You are viewing a plain text version of this content. The canonical link for it is here.
Posted to issues@spark.apache.org by "Hiren Ghinaiya (JIRA)" <ji...@apache.org> on 2016/07/13 14:47:20 UTC

[jira] [Comment Edited] (SPARK-16428) Spark file system watcher not working on Windows

    [ https://issues.apache.org/jira/browse/SPARK-16428?page=com.atlassian.jira.plugin.system.issuetabpanels:comment-tabpanel&focusedCommentId=15375054#comment-15375054 ] 

Hiren Ghinaiya edited comment on SPARK-16428 at 7/13/16 2:47 PM:
-----------------------------------------------------------------

Hello, This more looks like Hadoop setup issue on windows. You need to provide directory hosted on hadoop compatible file system (HCFS) otherwise it will not auto-detect. Follow steps at https://wiki.apache.org/hadoop/Hadoop2OnWindows while running hadoop on windows. 

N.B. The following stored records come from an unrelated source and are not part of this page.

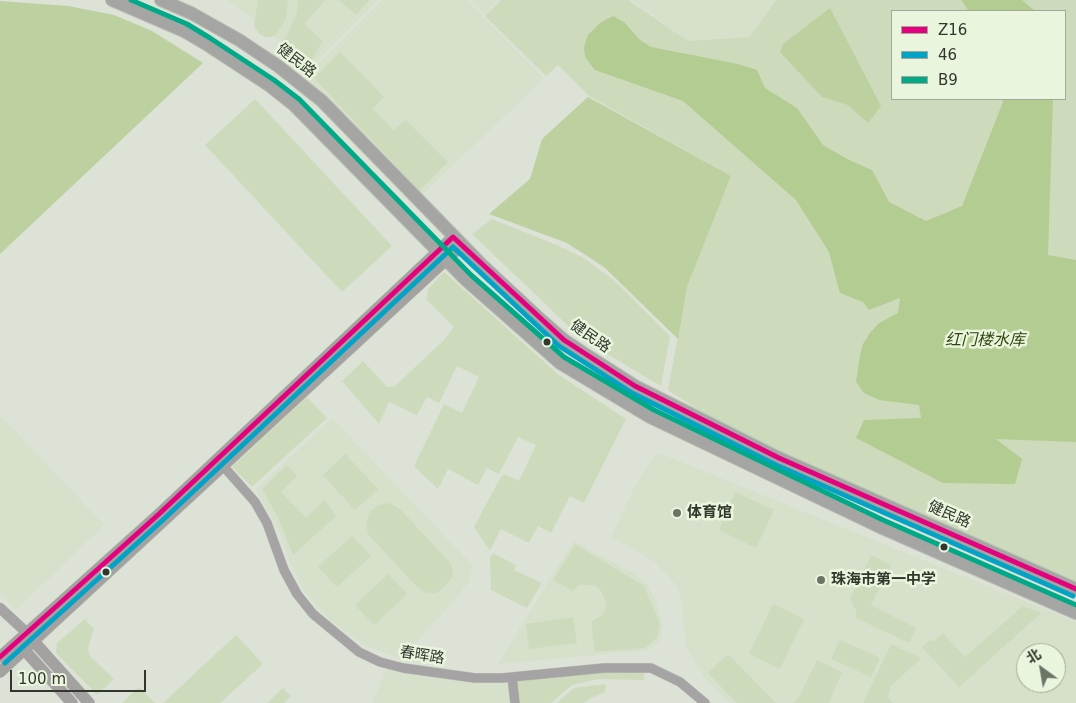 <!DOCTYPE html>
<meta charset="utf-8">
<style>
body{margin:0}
#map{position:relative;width:1076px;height:703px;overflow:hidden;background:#dce2d6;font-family:"DejaVu Sans","Noto Sans SC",sans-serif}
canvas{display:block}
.legend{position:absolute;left:891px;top:10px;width:175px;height:90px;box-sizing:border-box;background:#eaf5de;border:1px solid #a0a997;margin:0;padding:6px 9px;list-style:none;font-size:15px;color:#32372d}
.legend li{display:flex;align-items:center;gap:10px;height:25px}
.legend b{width:25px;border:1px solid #a0a997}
.north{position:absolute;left:1016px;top:643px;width:50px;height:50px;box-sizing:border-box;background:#eaf5de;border:1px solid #a0a997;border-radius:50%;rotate:328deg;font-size:14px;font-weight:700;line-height:20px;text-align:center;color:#32372d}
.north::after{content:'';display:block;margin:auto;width:18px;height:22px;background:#6e7368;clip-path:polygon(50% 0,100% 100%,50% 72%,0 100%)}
.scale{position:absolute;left:10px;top:670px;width:136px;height:22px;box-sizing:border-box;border:2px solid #32372d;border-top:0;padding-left:6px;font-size:15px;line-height:18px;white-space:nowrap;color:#32372d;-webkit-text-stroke:4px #eaf5de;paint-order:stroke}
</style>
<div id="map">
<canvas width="1076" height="703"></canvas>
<ul class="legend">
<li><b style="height:6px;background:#e5007d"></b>Z16</li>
<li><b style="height:6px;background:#02a3c6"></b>46</li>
<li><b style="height:6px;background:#0a8"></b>B9</li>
</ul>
<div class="north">北</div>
<div class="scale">100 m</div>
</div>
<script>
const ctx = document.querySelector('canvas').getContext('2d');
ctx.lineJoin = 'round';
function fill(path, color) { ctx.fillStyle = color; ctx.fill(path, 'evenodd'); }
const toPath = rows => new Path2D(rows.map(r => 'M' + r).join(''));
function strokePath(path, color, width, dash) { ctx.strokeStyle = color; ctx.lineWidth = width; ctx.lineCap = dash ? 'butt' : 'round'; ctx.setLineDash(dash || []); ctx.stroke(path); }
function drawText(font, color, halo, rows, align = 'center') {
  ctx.font = font + ' "DejaVu Sans","Noto Sans SC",sans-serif'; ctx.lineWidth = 5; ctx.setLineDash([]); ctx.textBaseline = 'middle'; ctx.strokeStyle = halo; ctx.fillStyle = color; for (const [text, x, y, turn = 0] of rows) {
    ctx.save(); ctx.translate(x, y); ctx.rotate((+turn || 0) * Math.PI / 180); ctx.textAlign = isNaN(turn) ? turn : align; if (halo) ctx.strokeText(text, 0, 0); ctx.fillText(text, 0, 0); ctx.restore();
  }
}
fill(toPath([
 [227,0,378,0,310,68,261,24],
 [382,0,467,0,544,78,419,198,303,79],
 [470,0,498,0,485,15],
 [631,0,776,0,750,37,688,41],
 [0,415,104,525,16,610,0,592],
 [332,418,472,565,469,581,458,596,400,659,364,645,330,620,306,593,291,565,281,535,256,489],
 [657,452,1076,622,1076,703,730,703,704,677,686,647,681,597,676,585,655,562,639,552,611,537,636,484],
 [1026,653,1056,653,1056,683,1026,683],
 [573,541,635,574,647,584,656,601,662,623,661,639,649,650,498,664],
 [387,667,511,679,513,703,372,703]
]), '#d6e0ca');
fill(toPath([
 [258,0,288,0,286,19,277,33,272,37,266,37,259,34,254,26],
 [298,0,325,0,304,24,323,41,311,61,302,64,292,62,284,54,282,45,297,13],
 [339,0,369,0,356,15],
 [501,0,628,0,688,41,750,37,776,0,1076,0,1076,589,743,439,668,390,687,287,731,176,589,96,558,65,546,76,485,16],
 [892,11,1065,11,1065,99,892,99],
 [340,52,384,97,373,109,394,130,406,120,448,162,419,191,314,78],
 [255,99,392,246,342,292,205,145],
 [492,219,559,246,582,257,616,282,670,336,661,386,582,339,472,234],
 [444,272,559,375,626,419,584,503,570,496,551,533,538,526,529,543,501,529,490,551,474,527,499,480,504,474,519,481,536,445,518,437,499,474,487,468,478,485,448,469,438,489,414,466,444,404,462,413,479,377,457,366,439,403,427,397,417,415,389,402,379,424,342,381,363,361,387,387,394,387,443,341,454,327,427,300,428,289],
 [307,397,327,418,252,487,232,467],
 [345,454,378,489,355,510,323,475],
 [287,465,297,476,281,492,306,518,325,500,336,516,293,555,278,517,262,489],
 [735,492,774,510,756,548,719,530],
 [390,503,401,510,451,564,453,572,452,577,445,586,436,593,427,593,417,587,368,534,366,525,369,513,379,505],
 [352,536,371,556,337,587,318,567],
 [575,544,644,586,660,624,657,638,645,648,595,652,591,622,602,615,606,608,606,603,601,591,596,586,587,585,579,585,573,591,553,580],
 [493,553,516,565,514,570,542,583,527,608,491,590,490,558],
 [871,555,891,565,871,605,916,628,909,643,856,618,856,611,850,599],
 [388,574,407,594,374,625,355,605],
 [773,604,804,619,780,669,749,654],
 [1023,606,1041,613,959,687,922,647,930,640,934,641,943,633,965,657],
 [573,617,577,643,529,649,526,624],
 [85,619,94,629,88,648,89,655,114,679,97,695,56,653,57,643],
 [236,635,263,664,220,703,163,703],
 [840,640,880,658,871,677,831,659],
 [891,644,921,658,890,687,888,697,893,703,863,703],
 [728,654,776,703,737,703,708,673],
 [817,660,842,672,829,703,793,703,799,697],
 [602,670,644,671,644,680,598,679,572,685,551,703,520,703,516,680],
 [606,684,605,692,589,699,584,703,557,703,574,688],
 [139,687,155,703,122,703],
 [283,688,291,696,284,703,267,703]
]), '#cddbbc');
fill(toPath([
 [0,1,68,6,114,15,152,31,203,63,0,254],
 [830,8,881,106,868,123,848,105,822,97,780,52,783,44],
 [588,97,731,176,687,287,678,339,604,267,567,243,489,214,530,179,542,139]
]), '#bcd0a0');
fill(toPath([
 [961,0,1022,0,1035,11,969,11],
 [613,16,624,22,640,40,651,47,738,64,757,70,765,88,797,108,823,145,849,160,872,170,889,202,926,221,962,206,1003,102,1002,99,1053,99,1048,255,1076,260,1076,442,996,439,1022,459,1015,484,943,483,856,438,864,420,921,418,919,405,879,400,864,393,856,382,860,355,863,344,870,333,879,323,898,313,900,298,869,310,863,302,840,293,829,252,796,200,683,101,595,70,585,57,584,47,588,35,600,23]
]), '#b3cc92');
const minor = toPath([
 [224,467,255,502,267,523,284,570,297,594,313,614,359,652,380,662,403,668,475,678,502,678,604,668,651,668,680,682,705,703],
 [512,677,515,703]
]);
const tertiary = toPath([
 [0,608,27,633]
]);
const secondary = toPath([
 [29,636,89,703],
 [20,645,72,703],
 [0,657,159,514,453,237],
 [0,672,462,245]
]);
const primary = toPath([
 [112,0,184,31,206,44,270,86,294,105,466,280,560,363,650,417,880,527,1076,613],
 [161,0,191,13,239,40,278,66,322,101,481,264,540,319,564,340,585,354,635,386,779,458,1076,589]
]);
strokePath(minor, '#babfb5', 10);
strokePath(tertiary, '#babfb5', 11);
strokePath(secondary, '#babfb5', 12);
strokePath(primary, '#babfb5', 14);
strokePath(minor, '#a5a3a3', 9);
strokePath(tertiary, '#a5a3a3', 10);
strokePath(secondary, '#a3a2a0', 11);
strokePath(primary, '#a5a6a3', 12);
strokePath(toPath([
 [0,657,159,514,453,237,564,340,635,386,779,458,1076,589]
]), '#e5007d', 5);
strokePath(toPath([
 [5,663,164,519,453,247,559,346,632,393,776,465,1073,596]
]), '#02a3c6', 5);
strokePath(toPath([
 [131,0,187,24,210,38,274,80,299,99,471,275,564,357,654,410,883,520,1076,605]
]), '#0a8', 5);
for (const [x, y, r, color] of [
 [547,342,4.5,"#32372d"],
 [677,513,5,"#6e7368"],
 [944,547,4.5,"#32372d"],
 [106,572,4.5,"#32372d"],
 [821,580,5,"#6e7368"]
]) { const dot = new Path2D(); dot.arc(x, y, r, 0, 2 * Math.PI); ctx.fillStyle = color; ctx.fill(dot); strokePath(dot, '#eaf5de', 2); }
drawText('15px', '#32372d', '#eaf5de', [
 ["健民路",296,61,38],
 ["健民路",590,337,35],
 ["健民路",949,515,24],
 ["春晖路",422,656,9]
]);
drawText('bold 15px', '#32372d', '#eaf5de', [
 ["体育馆",687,513],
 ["珠海市第一中学",831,580]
], 'left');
drawText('italic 16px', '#30440b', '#eaf5de', [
 ["红门楼水库",985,341]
]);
</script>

Instead of compiling hadoop, I used hadoop compiled binaries for 64 bits windows 7 hosted at https://github.com/karthikj1/Hadoop-2.7.1-Windows-64-binaries. To use this hadoop version I need to use spark version that is pre-built for user provided hadoop. I set SPARK_DIST_CLASSPATH as mentioned in https://spark.apache.org/docs/latest/hadoop-provided.html. Also put %HADOOP_HOME%\lib\native on PATH. Once setup, I followed steps 3.1,3.3,3.4 and 3.5 mentioned at https://wiki.apache.org/hadoop/Hadoop2OnWindows to start local HDFS. While running HdfsWordCount I need to pass hdfs:///tmp as directory path arg. Now I see spark is able to detect new file showing up in HDFS.


was (Author: hghina0):
Hello, I used hadoop compiled binaries for 64 bits windows 7 hosted at https://github.com/karthikj1/Hadoop-2.7.1-Windows-64-binaries. To use this hadoop version I need to use spark version that is pre-built for user provided hadoop. I set SPARK_DIST_CLASSPATH as mentioned in https://spark.apache.org/docs/latest/hadoop-provided.html. Also put %HADOOP_HOME%\lib\native on PATH. Once setup, I followed steps 3.1,3.3,3.4 and 3.5 mentioned at https://wiki.apache.org/hadoop/Hadoop2OnWindows to start local HDFS. While running HdfsWordCount I need to pass hdfs:///tmp as directory path arg. Now I see spark is able to detect new file showing up in HDFS.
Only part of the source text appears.